* _About this task_:
Please state how many lines of the records below contain the word "service". Give the number and nothing else.

+++ Recorded data +++

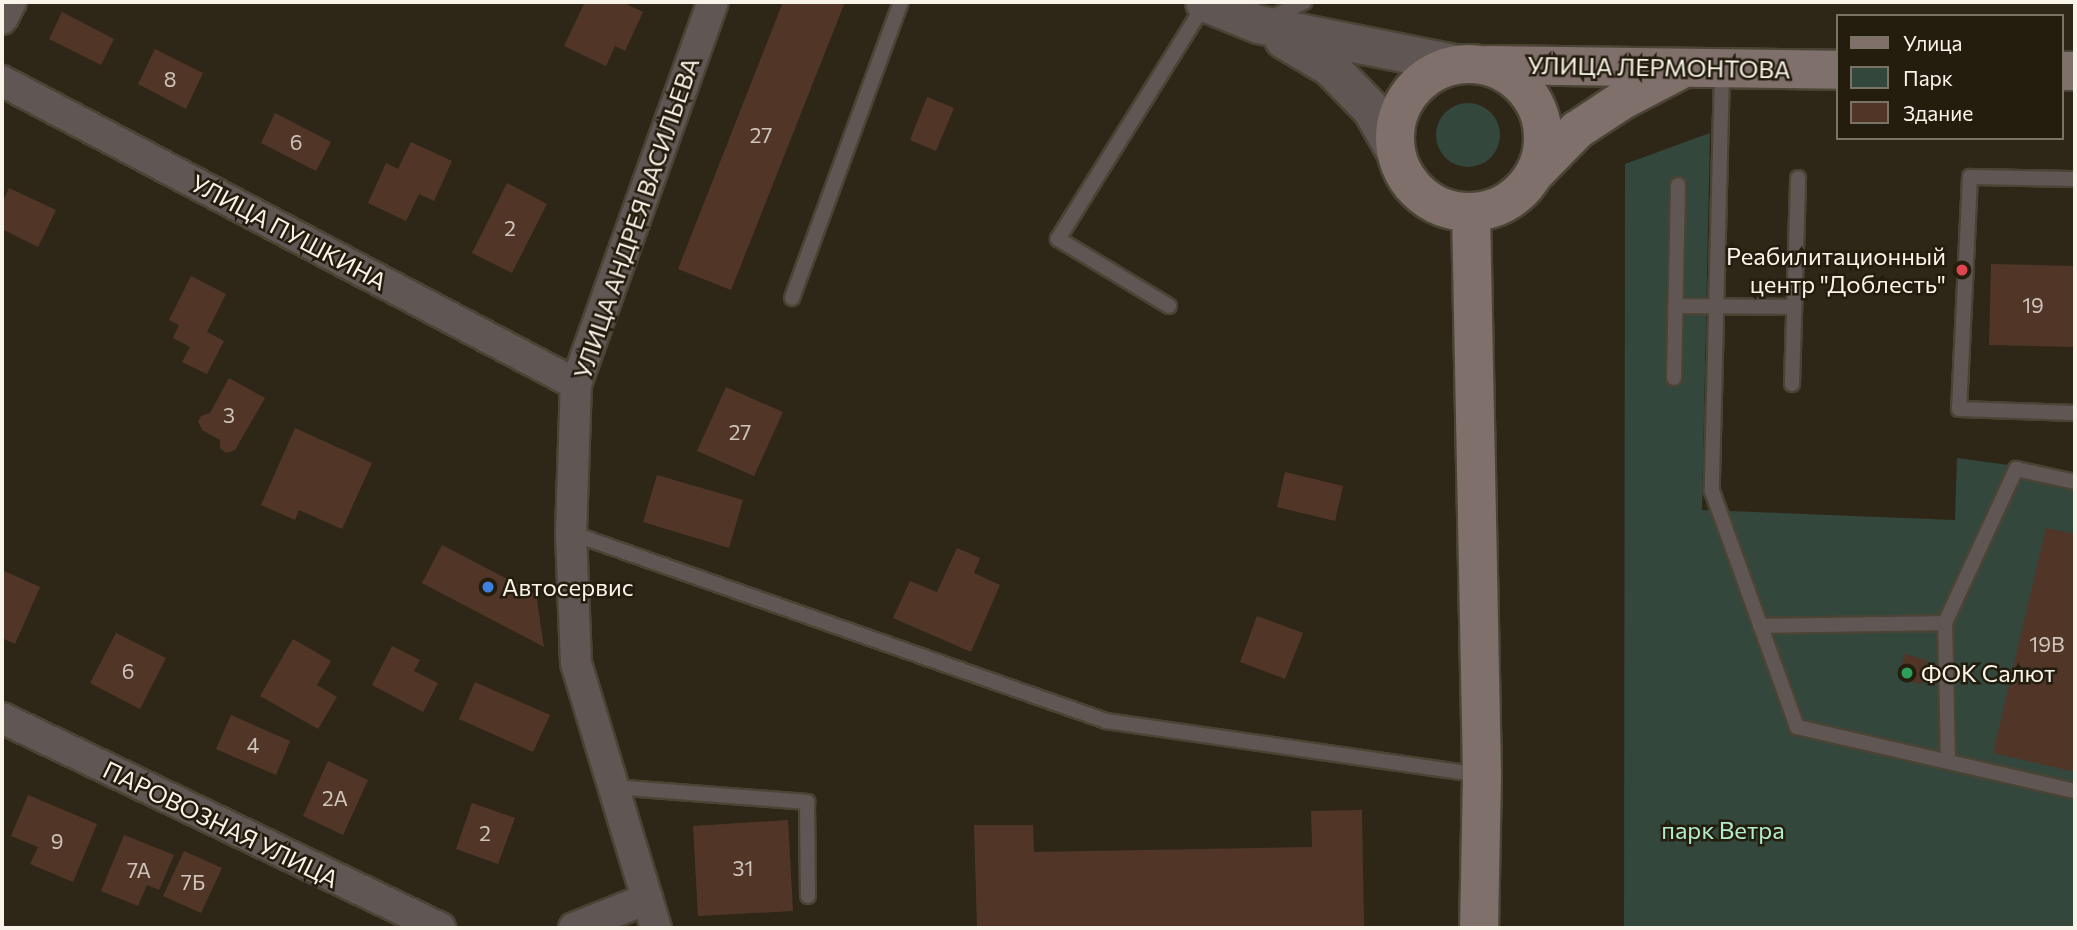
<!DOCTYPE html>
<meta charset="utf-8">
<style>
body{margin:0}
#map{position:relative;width:2077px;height:930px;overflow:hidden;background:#2e2717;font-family:Commissioner,sans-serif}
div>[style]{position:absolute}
.green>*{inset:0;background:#33473c}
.round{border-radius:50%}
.building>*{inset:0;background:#513628}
.roads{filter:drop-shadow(2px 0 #4a4435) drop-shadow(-2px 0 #4a4435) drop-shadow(0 2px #4a4435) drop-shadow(0 -2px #4a4435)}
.service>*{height:14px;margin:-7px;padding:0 7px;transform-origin:7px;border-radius:7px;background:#605654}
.minor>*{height:30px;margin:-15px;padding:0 15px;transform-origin:15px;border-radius:15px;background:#605654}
.tertiary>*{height:37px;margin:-18.5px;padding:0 18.5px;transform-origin:18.5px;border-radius:18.5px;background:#605654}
.secondary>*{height:38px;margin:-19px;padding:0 19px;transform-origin:19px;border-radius:19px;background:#7f706c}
.secondary>.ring{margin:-19px;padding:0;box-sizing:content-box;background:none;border:38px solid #7f706c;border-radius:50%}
.dots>*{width:19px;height:19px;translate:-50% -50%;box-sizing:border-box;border:4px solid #241d0e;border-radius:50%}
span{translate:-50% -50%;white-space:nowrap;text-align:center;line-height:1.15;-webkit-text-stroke:5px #241d0e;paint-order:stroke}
.number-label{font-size:21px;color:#cfc4ba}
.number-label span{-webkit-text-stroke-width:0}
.street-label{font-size:24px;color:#f9f4ea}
.poi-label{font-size:24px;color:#f9f4ea}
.right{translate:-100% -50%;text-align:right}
.left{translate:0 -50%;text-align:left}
.park-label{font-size:24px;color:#b0eccc}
.frame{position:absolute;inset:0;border:4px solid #f9f4ea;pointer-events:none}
.legend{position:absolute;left:1836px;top:14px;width:228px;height:126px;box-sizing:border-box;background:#241d0e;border:2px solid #797366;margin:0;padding:9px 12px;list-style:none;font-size:21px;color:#f9f4ea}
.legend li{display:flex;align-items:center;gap:14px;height:35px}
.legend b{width:35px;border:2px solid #797366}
</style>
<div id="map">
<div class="green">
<i class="round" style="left:1436px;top:103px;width:64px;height:64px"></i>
<i style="clip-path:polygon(1710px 133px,1702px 510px,1955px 520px,1957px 458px,2075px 474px,2075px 928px,1624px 928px,1625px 164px)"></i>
</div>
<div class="building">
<i style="clip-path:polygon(585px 2px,622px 2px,643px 12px,625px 51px,615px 46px,606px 66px,564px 46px)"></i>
<i style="clip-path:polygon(783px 2px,845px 2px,731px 290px,678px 269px)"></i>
<i style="clip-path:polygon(62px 12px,114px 39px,101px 65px,49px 39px)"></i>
<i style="clip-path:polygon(155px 49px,203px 73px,186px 109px,138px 84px)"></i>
<i style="clip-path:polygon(927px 97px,954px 108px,936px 151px,910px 140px)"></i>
<i style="clip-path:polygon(275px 113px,331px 142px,316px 171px,261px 143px)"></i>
<i style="clip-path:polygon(411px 142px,452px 161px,434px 201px,419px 194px,406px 221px,368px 203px,386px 163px,398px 169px)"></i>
<i style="clip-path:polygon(507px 183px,547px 204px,512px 273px,472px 253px)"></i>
<i style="clip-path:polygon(9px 188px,56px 210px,38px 247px,2px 229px,2px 203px)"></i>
<i style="clip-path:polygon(1991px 264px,2075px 266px,2075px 347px,1989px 345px)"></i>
<i style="clip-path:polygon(191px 276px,226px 294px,207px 332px,224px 341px,207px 374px,182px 362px,190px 347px,173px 338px,179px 325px,169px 320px)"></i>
<i style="clip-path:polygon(229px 378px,265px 398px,235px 450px,226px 453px,220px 448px,220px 440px,202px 430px,198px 421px,201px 416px,210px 413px)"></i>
<i style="clip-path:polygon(726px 387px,783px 412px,754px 476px,697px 451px)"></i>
<i style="clip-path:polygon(295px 428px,372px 463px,342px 529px,299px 510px,295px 520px,261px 505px)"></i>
<i style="clip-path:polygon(1285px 472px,1343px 486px,1335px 521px,1277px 507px)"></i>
<i style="clip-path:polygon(657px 475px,743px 500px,729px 548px,643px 522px)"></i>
<i style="clip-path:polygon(2046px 528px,2075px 534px,2075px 772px,1993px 753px)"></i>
<i style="clip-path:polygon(442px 545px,536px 594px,544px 647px,422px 583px)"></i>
<i style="clip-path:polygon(957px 548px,980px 558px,974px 573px,1000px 585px,971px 652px,893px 618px,910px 581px,937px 592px)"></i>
<i style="clip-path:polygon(2px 570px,40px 587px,15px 644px,2px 638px)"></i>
<i style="clip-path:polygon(1257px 616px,1303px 633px,1285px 679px,1240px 662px)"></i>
<i style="clip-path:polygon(116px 633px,166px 658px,140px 709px,90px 683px)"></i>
<i style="clip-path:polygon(293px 639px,331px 661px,317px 685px,337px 697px,318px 729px,260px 696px)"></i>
<i style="clip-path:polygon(392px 646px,420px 660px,414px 671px,438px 683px,423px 712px,372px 685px)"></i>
<i style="clip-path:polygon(1904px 654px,1927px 660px,1922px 684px,1899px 679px)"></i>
<i style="clip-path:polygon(475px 682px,550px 715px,533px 752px,459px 719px)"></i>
<i style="clip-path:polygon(231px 715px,290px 741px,276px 775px,216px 749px)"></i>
<i style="clip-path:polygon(328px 761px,368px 780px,343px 835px,303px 816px)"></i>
<i style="clip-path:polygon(28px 795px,97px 824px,73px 882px,30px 864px,38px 847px,11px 836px)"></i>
<i style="clip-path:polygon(472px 803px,515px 818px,498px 864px,456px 849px)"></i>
<i style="clip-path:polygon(1362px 810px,1364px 928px,977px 928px,974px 825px,1033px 825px,1034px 852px,1312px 847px,1311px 811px)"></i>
<i style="clip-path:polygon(788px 820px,793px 911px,698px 916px,693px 826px)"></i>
<i style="clip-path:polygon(124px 835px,174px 855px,159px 890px,147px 885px,138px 906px,101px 891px)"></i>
<i style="clip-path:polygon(184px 851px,222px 868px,201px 913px,163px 896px)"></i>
</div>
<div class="roads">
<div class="service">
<i style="left:1270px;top:18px;width:38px;rotate:-25deg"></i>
<i style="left:1722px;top:70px;width:421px;rotate:91.4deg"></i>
<i style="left:1712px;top:491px;width:251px;rotate:70.2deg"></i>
<i style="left:1797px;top:727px;width:285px;rotate:13deg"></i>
<i style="left:2075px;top:179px;width:105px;rotate:-178.9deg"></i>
<i style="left:1970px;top:177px;width:232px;rotate:92.7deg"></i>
<i style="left:1959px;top:409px;width:116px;rotate:2deg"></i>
<i style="left:792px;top:298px;width:315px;rotate:-69.8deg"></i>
<i style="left:1169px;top:306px;width:130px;rotate:-148.9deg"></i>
<i style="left:1058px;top:239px;width:277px;rotate:-58deg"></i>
<i style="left:1675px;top:306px;width:119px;rotate:0.5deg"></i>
<i style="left:1674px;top:378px;width:193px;rotate:-88.8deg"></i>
<i style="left:1792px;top:384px;width:206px;rotate:-88.3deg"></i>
<i style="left:571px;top:533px;width:567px;rotate:19.36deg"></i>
<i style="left:1106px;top:721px;width:378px;rotate:8.2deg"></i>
<i style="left:1760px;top:626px;width:185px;rotate:-0.9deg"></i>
<i style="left:1948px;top:761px;width:138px;rotate:-91.2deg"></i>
<i style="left:1945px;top:623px;width:170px;rotate:-65.2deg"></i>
<i style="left:2016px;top:469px;width:60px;rotate:12.4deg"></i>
<i style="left:613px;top:787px;width:195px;rotate:4.4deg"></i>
<i style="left:807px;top:802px;width:94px;rotate:89.4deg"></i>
</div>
<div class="minor">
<i style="left:2px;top:19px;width:19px;rotate:-62deg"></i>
<i style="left:2px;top:81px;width:649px;rotate:27.83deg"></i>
<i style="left:2px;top:718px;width:486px;rotate:25.6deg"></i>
<i style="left:574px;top:928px;width:79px;rotate:-21.7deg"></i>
<i style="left:656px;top:928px;width:277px;rotate:-106.8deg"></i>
<i style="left:576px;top:663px;width:130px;rotate:-92.2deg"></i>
<i style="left:571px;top:533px;width:149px;rotate:-88.1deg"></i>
<i style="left:576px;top:384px;width:406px;rotate:-70.3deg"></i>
</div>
<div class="tertiary">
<i style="left:1204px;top:2px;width:58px;rotate:22.2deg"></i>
<i style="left:1258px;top:24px;width:204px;rotate:11.3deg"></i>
<i style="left:1283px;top:39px;width:55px;rotate:30.8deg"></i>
<i style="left:1330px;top:67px;width:59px;rotate:45.7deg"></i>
<i style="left:1371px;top:109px;width:51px;rotate:60.4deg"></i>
</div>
<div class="secondary">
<i class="ring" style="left:1395px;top:64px;width:110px;height:110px"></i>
<i style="left:1489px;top:65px;width:348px;rotate:0.8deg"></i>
<i style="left:2061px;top:71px;width:14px"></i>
<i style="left:1534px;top:174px;width:62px;rotate:-45.7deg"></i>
<i style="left:1577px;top:130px;width:53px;rotate:-33.4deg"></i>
<i style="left:1621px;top:101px;width:67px;rotate:-27.7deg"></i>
<i style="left:1471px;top:212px;width:563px;rotate:88.88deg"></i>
<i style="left:1482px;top:775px;width:153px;rotate:91.1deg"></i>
</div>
</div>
<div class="dots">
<i style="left:1962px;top:270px;background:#e0444e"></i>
<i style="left:488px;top:587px;background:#3f7fe0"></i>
<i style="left:1907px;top:673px;background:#2e9e5b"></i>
</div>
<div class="number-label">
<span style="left:170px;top:79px">8</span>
<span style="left:761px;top:135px">27</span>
<span style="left:296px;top:142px">6</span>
<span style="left:510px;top:228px">2</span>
<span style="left:2033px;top:305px">19</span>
<span style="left:229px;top:415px">3</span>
<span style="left:740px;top:432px">27</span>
<span style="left:2047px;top:644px">19В</span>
<span style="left:128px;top:671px">6</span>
<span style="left:253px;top:745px">4</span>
<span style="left:335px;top:798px">2А</span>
<span style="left:485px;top:833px">2</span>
<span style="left:57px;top:841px">9</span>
<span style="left:743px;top:868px">31</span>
<span style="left:139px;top:870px">7А</span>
<span style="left:193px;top:882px">7Б</span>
</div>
<div class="street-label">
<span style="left:1659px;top:67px;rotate:1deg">УЛИЦА ЛЕРМОНТОВА</span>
<span style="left:636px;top:218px;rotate:-71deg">УЛИЦА АНДРЕЯ ВАСИЛЬЕВА</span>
<span style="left:289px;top:232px;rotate:28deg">УЛИЦА ПУШКИНА</span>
<span style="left:221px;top:824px;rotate:26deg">ПАРОВОЗНАЯ УЛИЦА</span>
</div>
<div class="poi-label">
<span class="right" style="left:1946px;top:270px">Реабилитационный<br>центр "Доблесть"</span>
<span class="left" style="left:502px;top:587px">Автосервис</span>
<span class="left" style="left:1921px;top:673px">ФОК Салют</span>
</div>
<div class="park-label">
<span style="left:1723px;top:830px">парк Ветра</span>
</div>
<div class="frame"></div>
<ul class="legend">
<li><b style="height:9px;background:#7f706c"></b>Улица</li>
<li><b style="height:19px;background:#33473c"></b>Парк</li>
<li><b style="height:19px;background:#513628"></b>Здание</li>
</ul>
</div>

+++

* _Solved problem_:
2